## WHAT NEEDS TO BE DONE
All of the data below should be printed again word for word, pictures excluded.

________________________________________

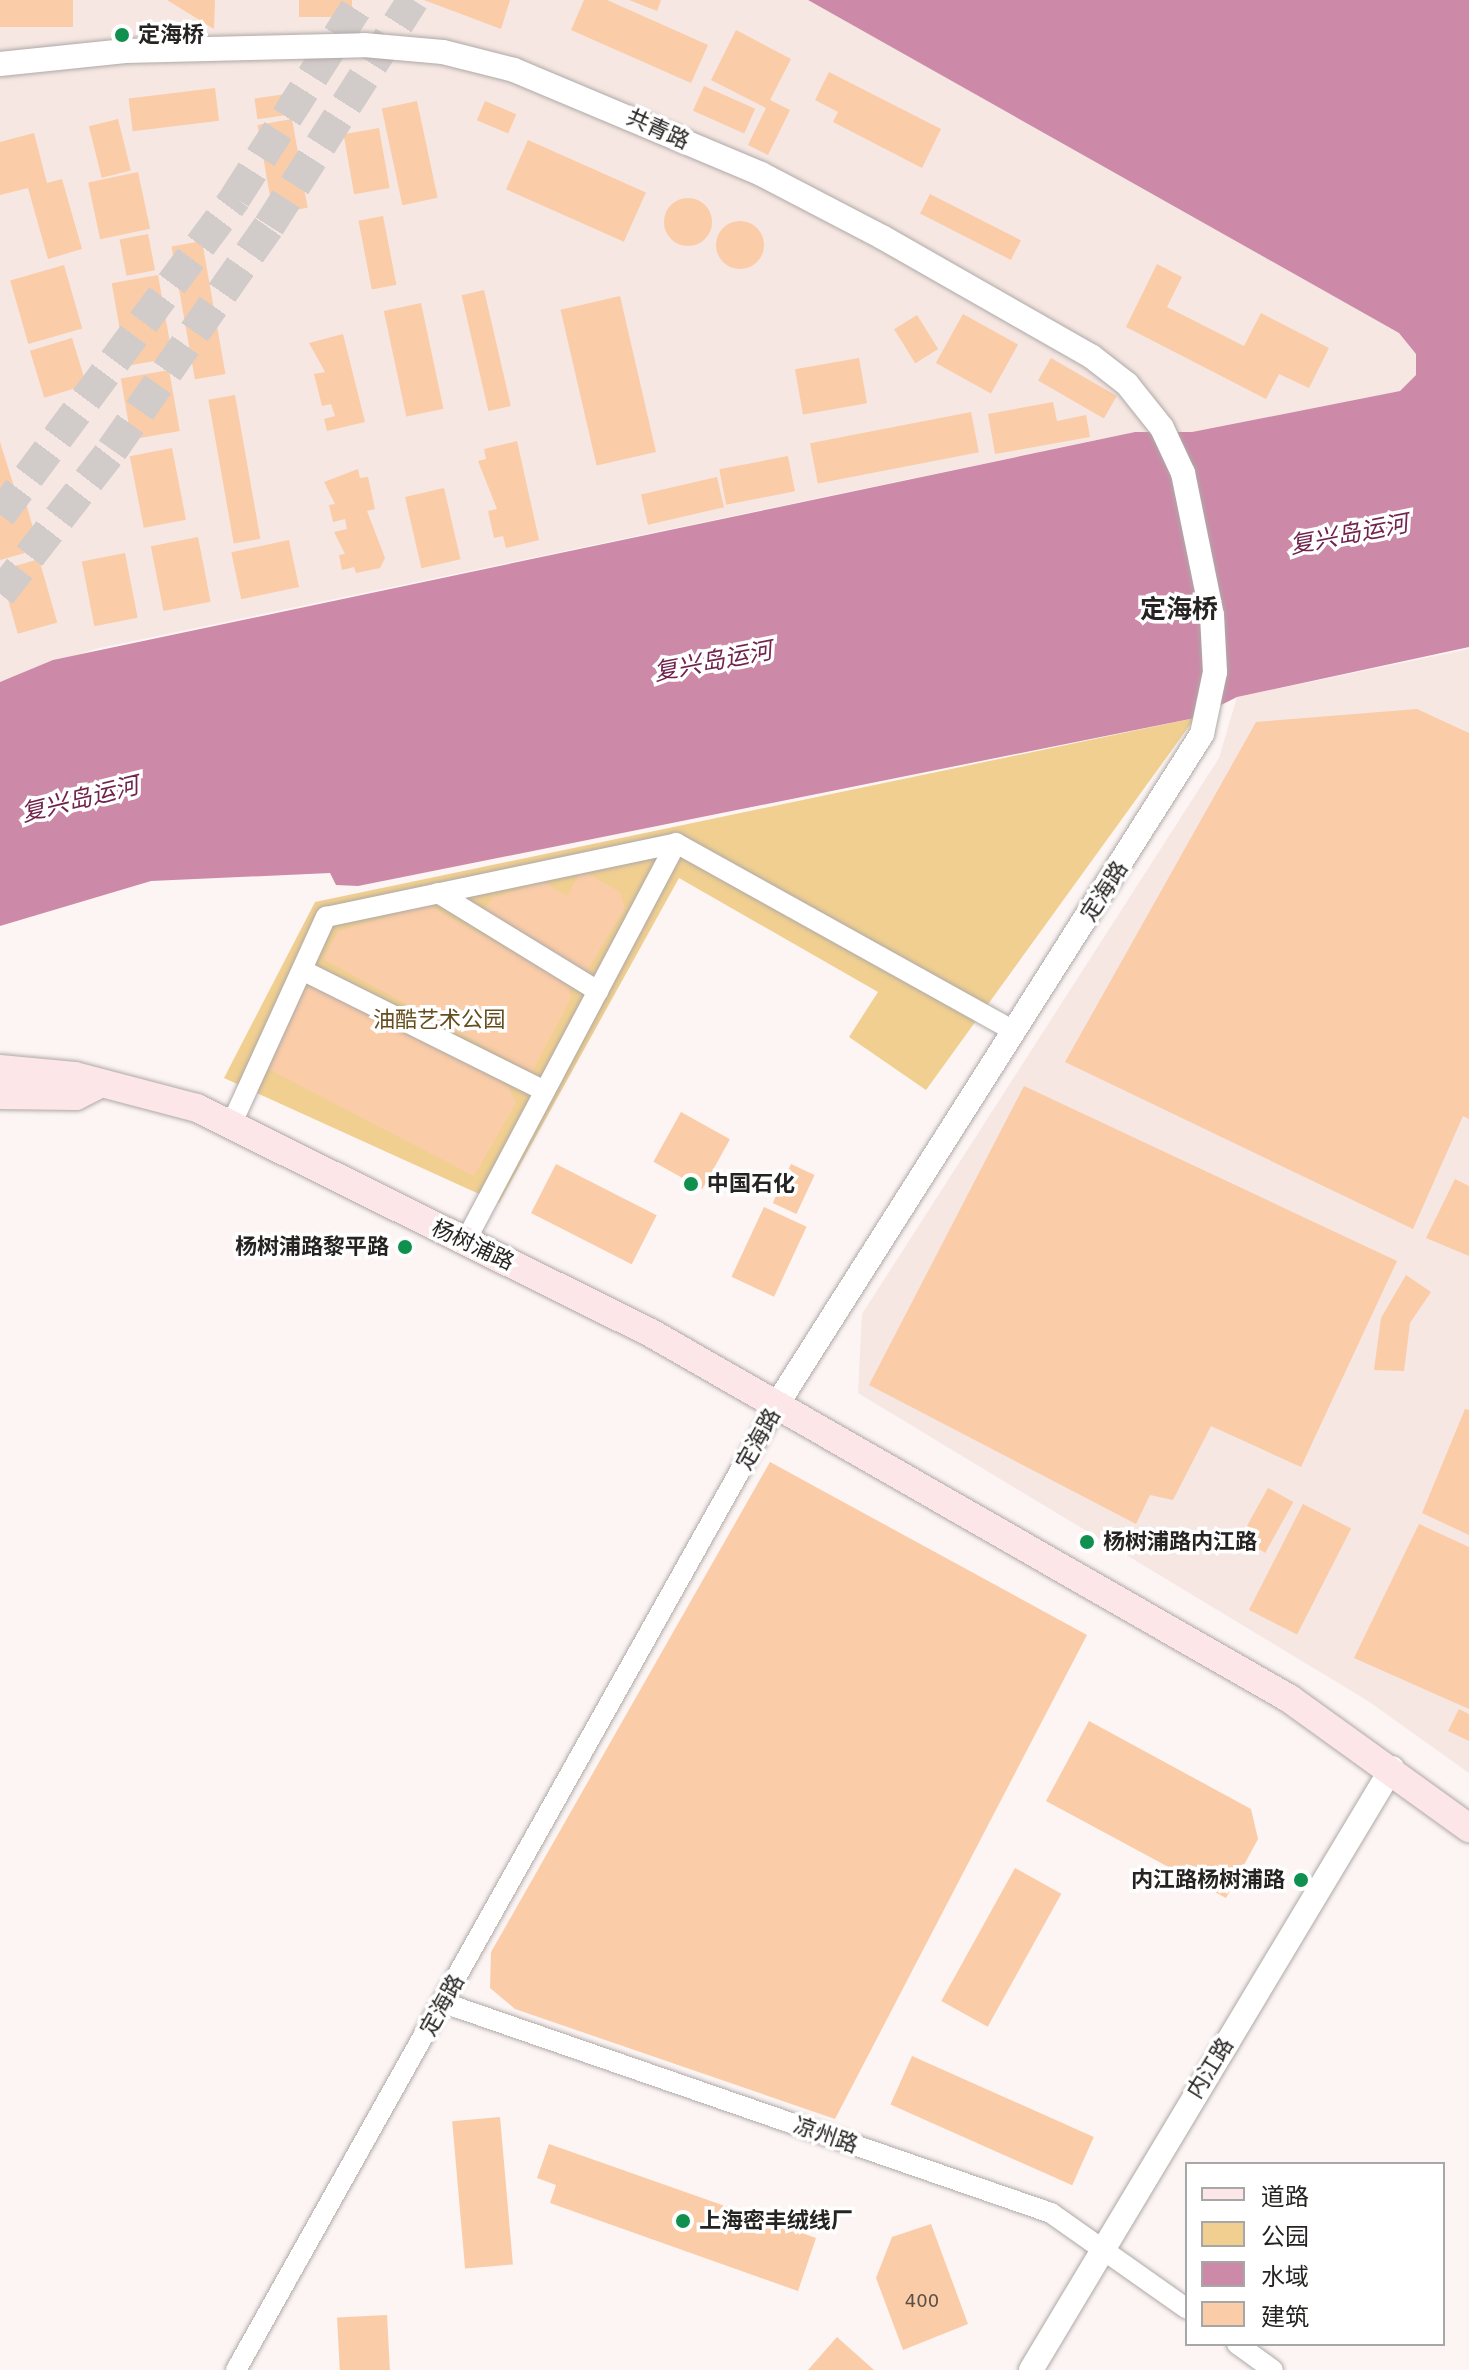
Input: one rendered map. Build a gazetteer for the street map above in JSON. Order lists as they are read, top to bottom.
{
  "streets": {
    "main road": ["杨树浦路"],
    "street": [
      "共青路",
      "定海路",
      "内江路",
      "凉州路"
    ]
  },
  "crossings": [
    ["共青路", "定海路"],
    ["定海路", "杨树浦路"],
    ["定海路", "凉州路"],
    ["杨树浦路", "内江路"],
    ["内江路", "凉州路"]
  ],
  "districts": ["定海桥"],
  "water": ["复兴岛运河"],
  "parks": ["油酷艺术公园"],
  "places": [
    "定海桥",
    "中国石化",
    "杨树浦路黎平路",
    "杨树浦路内江路",
    "内江路杨树浦路",
    "上海密丰绒线厂"
  ],
  "house_numbers": ["400"],
  "legend": [
    "道路",
    "公园",
    "水域",
    "建筑"
  ]
}
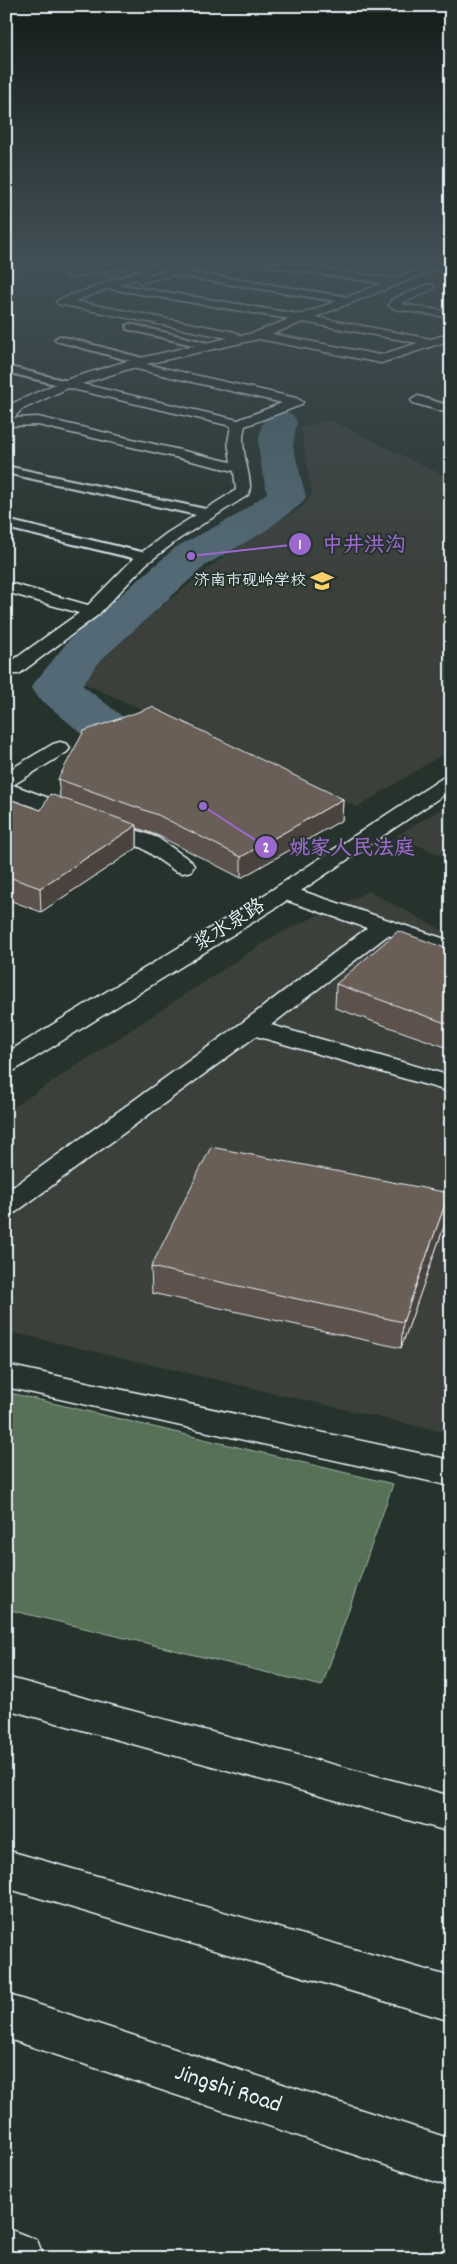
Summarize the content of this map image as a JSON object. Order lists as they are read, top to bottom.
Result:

________________________________________

## EXERCISE RESULT
Input: one rendered map. Build a gazetteer for the street map above in JSON. Order lists as they are read, top to bottom.
{
  "streets": {
    "main road": ["杨树浦路"],
    "street": [
      "共青路",
      "定海路",
      "内江路",
      "凉州路"
    ]
  },
  "crossings": [
    ["共青路", "定海路"],
    ["定海路", "杨树浦路"],
    ["定海路", "凉州路"],
    ["杨树浦路", "内江路"],
    ["内江路", "凉州路"]
  ],
  "districts": ["定海桥"],
  "water": ["复兴岛运河"],
  "parks": ["油酷艺术公园"],
  "places": [
    "定海桥",
    "中国石化",
    "杨树浦路黎平路",
    "杨树浦路内江路",
    "内江路杨树浦路",
    "上海密丰绒线厂"
  ],
  "house_numbers": ["400"],
  "legend": [
    "道路",
    "公园",
    "水域",
    "建筑"
  ]
}
Summarize the content of this map image as a JSON object. Order lists as they are read, top to bottom.
Result:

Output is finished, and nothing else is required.